Stored data entries:
▼▼▼

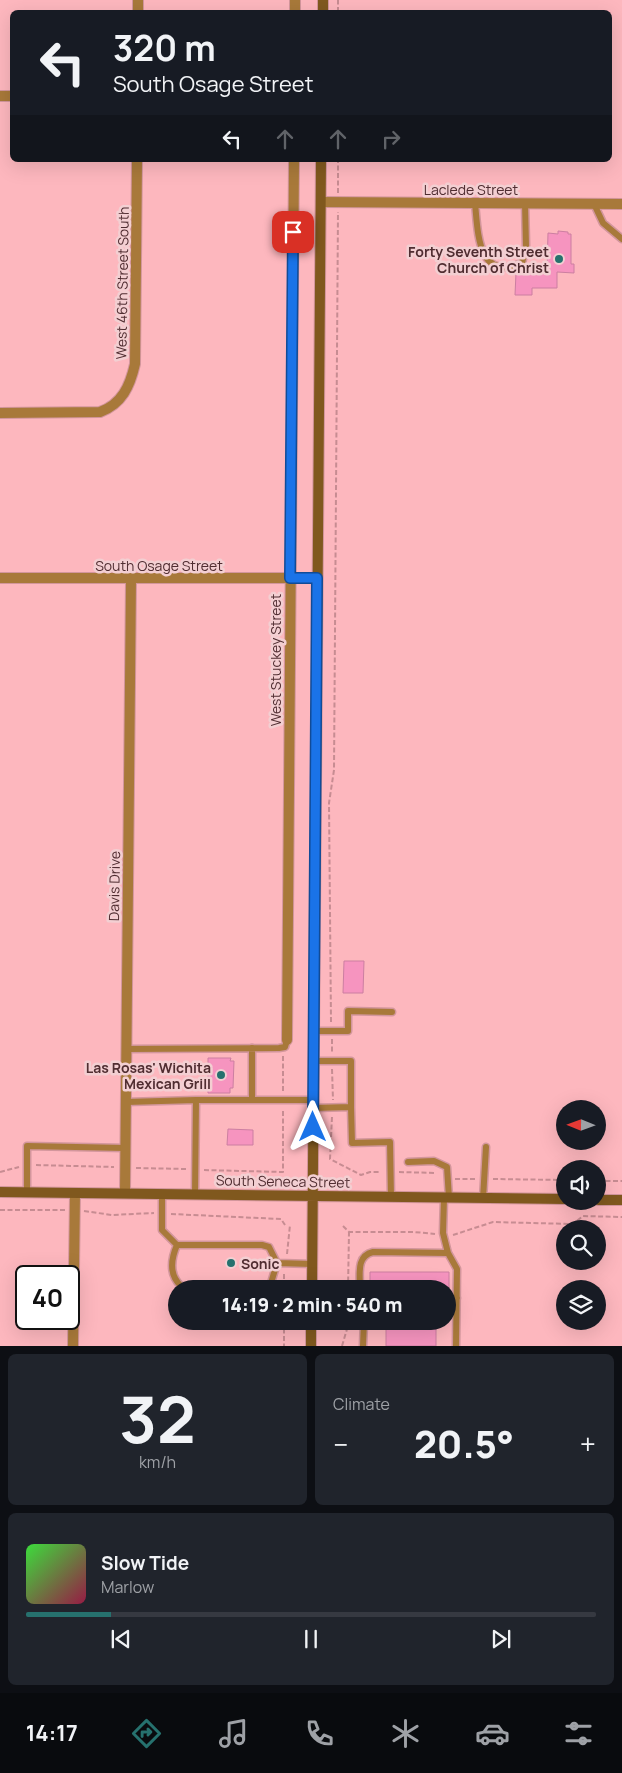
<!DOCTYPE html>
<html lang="en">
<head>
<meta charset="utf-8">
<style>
	:root { --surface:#171b24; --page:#20242c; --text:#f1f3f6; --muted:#9ea1a6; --line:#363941; --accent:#26716e }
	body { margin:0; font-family:Manrope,sans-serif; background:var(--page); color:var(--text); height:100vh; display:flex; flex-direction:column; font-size:19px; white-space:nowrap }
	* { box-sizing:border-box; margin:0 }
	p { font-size:16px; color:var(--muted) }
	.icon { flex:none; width:28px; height:28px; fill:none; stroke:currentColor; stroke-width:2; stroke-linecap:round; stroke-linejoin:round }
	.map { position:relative; height:1346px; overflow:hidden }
	.details { display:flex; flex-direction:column; gap:8px; padding:8px; background:#0d0f14; flex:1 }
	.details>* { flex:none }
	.banner { position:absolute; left:10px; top:10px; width:602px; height:152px; border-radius:8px; box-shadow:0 5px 20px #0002; background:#171b24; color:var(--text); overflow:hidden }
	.needle { width:32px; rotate:271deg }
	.buttons { position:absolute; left:556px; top:1100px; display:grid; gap:10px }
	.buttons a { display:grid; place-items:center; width:50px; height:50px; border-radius:50%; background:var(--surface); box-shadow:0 5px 20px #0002; font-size:25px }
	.speed { position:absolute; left:15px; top:1265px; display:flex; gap:10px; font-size:25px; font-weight:700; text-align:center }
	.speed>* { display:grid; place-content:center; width:65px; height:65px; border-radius:50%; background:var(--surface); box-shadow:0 5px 20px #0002; line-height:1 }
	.speed .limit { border:2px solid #111; border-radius:8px; background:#fff; color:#111 }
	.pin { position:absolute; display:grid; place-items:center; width:42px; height:42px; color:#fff; margin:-21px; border-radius:10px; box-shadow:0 2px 8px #0006 }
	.me { position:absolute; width:55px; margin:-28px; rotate:0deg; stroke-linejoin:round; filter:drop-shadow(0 0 4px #0008) }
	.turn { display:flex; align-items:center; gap:18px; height:105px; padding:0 20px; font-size:22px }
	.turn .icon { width:65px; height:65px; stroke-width:2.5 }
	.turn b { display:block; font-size:35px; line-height:42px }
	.lanes { display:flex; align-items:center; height:48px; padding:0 20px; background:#0003; justify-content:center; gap:25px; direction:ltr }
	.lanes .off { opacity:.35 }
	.big { font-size:38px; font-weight:800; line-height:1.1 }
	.details .card { flex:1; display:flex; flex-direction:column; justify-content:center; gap:8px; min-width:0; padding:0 18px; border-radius:8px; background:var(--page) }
	.details .dial { align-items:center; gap:0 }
	.dial b { font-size:65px; line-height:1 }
	.song { display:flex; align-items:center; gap:15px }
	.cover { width:60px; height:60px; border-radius:8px; background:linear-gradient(135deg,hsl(120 70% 55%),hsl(340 70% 35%)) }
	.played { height:5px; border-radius:2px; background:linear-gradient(90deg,var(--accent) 15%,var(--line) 15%) }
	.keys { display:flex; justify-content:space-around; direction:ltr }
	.heat { display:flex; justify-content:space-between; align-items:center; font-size:28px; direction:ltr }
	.details .tiles { flex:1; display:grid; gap:8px; grid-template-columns:1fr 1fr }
	.card:last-child { grid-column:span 2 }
	.trip { position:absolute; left:168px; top:1280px; width:288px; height:50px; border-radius:25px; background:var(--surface); box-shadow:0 5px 20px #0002; font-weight:800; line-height:50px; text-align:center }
	.dock { display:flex; height:80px; justify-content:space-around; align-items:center; background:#090b0e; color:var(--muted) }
	.dock .icon { width:35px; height:35px }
	.dock .selected { color:var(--accent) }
	.dock b { font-size:22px; color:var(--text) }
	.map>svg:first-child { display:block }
	.building { fill:#f694bf; stroke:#cc7fa1 }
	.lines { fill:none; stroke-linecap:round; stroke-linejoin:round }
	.lane-casing { stroke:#d3969c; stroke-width:9 }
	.street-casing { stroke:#d3969c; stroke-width:12 }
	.secondary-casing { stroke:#d3969c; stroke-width:12 }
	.path { stroke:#c78c92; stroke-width:2; stroke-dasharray:5 2.5; stroke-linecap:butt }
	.lane { stroke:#a8793a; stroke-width:6 }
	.street { stroke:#a8793a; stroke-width:10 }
	.secondary { stroke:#80581e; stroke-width:10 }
	.route-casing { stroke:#114b97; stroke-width:12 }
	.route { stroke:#1a73e8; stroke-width:9 }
	.poi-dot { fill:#26716e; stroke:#f3cfd2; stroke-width:2 }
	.labels { text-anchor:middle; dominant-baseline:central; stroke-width:5; stroke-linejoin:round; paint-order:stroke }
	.street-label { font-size:14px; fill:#502d31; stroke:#f3cfd2 }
	.poi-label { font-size:14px; font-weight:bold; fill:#502d31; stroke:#f3cfd2; text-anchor:end }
</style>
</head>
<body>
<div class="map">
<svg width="622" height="1346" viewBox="0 0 622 1346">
	<rect width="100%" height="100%" fill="#fdb7be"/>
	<path class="building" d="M558,231L568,232V234H571V264H574V273L557,272V288H532V295H515L516,273H526V271L547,270L548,233L558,234Z
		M344,961H364L363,993H343Z
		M208,1058H231L230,1061H234L233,1088H230V1093H208Z
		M228,1129L253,1130V1145H227Z
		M370,1272H449V1288L370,1287Z
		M386,1321H436V1346H386Z"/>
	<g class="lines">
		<g class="lane-casing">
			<path id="lane" d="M475,203C478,232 477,282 522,263L526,246L525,203
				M594,204L603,223L622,239
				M314,1031H348V1011L392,1012
				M126,1049L279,1048L285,1047L287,1040
				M252,1100V1048
				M126,1102L196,1100
				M351,1107L352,1143L390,1142L391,1197
				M313,1108L351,1107V1061H313
				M408,1162L434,1161L447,1167L449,1198
				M27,1192V1146L125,1148
				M162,1193V1230L177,1245H262L269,1247L277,1263L312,1264
				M195,1194L196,1100H313
				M444,1198L443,1233L448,1253L457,1269L456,1346
				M483,1199L486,1147
				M177,1245C171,1259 169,1275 181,1286L264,1287L271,1283L277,1263
				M360,1289C360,1274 356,1256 373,1252L448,1253
				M446,1298H457
				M363,1346L364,1321"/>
		</g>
		<g class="street-casing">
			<path id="street" d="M138,12V0
				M295,12V0
				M0,96H12
				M321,202L622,204
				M0,413L100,412C122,404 130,386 135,364L137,160
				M0,578H317
				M287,1040L294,160
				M125,1192L131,579
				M73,1346L75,1193"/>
		</g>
		<g class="secondary-casing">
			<path id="secondary" d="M323,12V0
				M0,1192L565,1199
				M598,1200H622
				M312,1289L321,160
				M311,1346V1321"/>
		</g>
		<path class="path" d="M338,12V0
			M338,193V160
			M331,1022L329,803L334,770L338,212
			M332,1039V1052
			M332,1069L333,1100
			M283,1091V1056
			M332,1117L330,1159L361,1175L370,1172H381
			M36,1165L114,1167
			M136,1168L186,1169
			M204,1170L283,1172V1109
			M0,1172L19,1167
			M399,1172L436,1173
			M455,1179H475
			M493,1179L565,1180
			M598,1181H622
			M0,1210H65
			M84,1211L112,1215L154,1213
			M171,1214L281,1219L285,1225
			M343,1226L349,1232H414L435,1234
			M453,1235L493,1222L573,1224L583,1216L622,1217
			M287,1254L290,1225
			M284,1274V1289
			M348,1289L349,1232
			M284,1321V1346
			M342,1346L347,1329V1321"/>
		<use href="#lane" class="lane"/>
		<use href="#street" class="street"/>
		<use href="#secondary" class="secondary"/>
	</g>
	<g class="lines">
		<g class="route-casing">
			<path id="route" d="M293,232L290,578H317L313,1127"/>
		</g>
		<use href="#route" class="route"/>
	</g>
	<g class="poi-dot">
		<circle cx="559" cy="259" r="5"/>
		<circle cx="221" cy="1075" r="5"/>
		<circle cx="231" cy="1263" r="5"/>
	</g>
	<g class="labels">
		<g class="street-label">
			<text x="471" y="189">Laclede Street</text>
			<text transform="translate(122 283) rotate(-89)">West 46th Street South</text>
			<text x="159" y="565">South Osage Street</text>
			<text transform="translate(275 660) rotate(-90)">West Stuckey Street</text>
			<text transform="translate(114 886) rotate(-89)">Davis Drive</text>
			<text transform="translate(283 1181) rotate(1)">South Seneca Street</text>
		</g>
		<g class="poi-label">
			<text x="549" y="251">Forty Seventh Street<tspan x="549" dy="16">Church of Christ</tspan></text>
			<text x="211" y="1067">Las Rosas' Wichita<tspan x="211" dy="16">Mexican Grill</tspan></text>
			<text x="241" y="1263" text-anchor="start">Sonic</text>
		</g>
	</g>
</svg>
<div class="buttons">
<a><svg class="needle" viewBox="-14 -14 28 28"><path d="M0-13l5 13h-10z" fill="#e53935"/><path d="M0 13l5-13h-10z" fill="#9ea1a6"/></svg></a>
<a><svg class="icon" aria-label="sound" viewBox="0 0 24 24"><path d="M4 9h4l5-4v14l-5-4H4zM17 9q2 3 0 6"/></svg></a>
<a><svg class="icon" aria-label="search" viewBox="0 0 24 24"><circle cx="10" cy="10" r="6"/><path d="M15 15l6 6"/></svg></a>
<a><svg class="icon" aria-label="layers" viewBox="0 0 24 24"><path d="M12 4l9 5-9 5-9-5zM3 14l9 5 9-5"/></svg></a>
</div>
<div class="speed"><div class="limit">40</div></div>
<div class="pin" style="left:293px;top:232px;background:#d93025"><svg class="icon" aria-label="arrive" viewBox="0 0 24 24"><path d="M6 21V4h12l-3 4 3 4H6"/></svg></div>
<svg class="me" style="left:313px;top:1127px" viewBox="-20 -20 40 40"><path d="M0-17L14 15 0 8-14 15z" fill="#1a73e8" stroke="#fff" stroke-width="4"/></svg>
<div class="trip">14:19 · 2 min · 540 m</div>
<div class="banner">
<div class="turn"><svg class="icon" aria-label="left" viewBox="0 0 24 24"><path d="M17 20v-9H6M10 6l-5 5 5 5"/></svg><div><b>320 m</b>South Osage Street</div></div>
<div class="lanes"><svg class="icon" aria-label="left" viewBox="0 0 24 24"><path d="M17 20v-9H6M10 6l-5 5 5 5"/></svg><svg class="icon off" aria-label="ahead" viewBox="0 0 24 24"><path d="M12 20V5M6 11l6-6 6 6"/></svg><svg class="icon off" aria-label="ahead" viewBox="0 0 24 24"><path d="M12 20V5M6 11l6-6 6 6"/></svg><svg class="icon off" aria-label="right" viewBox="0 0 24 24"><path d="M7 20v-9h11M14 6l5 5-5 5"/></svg></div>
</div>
</div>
<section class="details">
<div class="tiles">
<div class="card dial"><b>32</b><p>km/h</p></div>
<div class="card"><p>Climate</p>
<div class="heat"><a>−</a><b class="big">20.5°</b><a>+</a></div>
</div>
<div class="card">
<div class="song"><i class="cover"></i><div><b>Slow Tide</b><p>Marlow</p></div></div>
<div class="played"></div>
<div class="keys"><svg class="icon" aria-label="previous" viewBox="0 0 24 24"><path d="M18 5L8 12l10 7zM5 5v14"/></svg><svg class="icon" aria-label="pause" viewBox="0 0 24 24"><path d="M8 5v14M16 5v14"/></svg><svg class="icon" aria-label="next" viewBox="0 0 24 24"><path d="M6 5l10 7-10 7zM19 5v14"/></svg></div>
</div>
</div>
</section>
<nav class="dock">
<b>14:17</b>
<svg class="icon selected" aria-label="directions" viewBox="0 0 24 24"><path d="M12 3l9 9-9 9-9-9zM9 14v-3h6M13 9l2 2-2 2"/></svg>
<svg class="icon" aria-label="music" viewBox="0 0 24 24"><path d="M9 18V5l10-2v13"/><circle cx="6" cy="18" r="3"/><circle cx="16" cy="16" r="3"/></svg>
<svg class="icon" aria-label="phone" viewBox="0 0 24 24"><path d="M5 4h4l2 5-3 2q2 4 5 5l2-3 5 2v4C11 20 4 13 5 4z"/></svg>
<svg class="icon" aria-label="climate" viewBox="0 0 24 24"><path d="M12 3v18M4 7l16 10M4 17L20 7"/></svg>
<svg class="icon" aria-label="car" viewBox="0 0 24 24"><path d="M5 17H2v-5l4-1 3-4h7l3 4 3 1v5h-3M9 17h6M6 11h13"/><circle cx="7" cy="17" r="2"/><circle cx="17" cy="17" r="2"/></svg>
<svg class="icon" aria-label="filters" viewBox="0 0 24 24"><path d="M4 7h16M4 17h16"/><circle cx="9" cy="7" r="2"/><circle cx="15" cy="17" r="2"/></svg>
</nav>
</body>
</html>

▲▲▲

→ WHAT TO WORK ON
Your reply should be the lines of the records from the start through the line with "--surface:#171b24; --page:#20242c; --text:#f1f3f6;", copied word for word, pictures omitted.

→ COMPLETED TASK
<!DOCTYPE html>
<html lang="en">
<head>
<meta charset="utf-8">
<style>
	:root { --surface:#171b24; --page:#20242c; --text:#f1f3f6; --muted:#9ea1a6; --line:#363941; --accent:#26716e }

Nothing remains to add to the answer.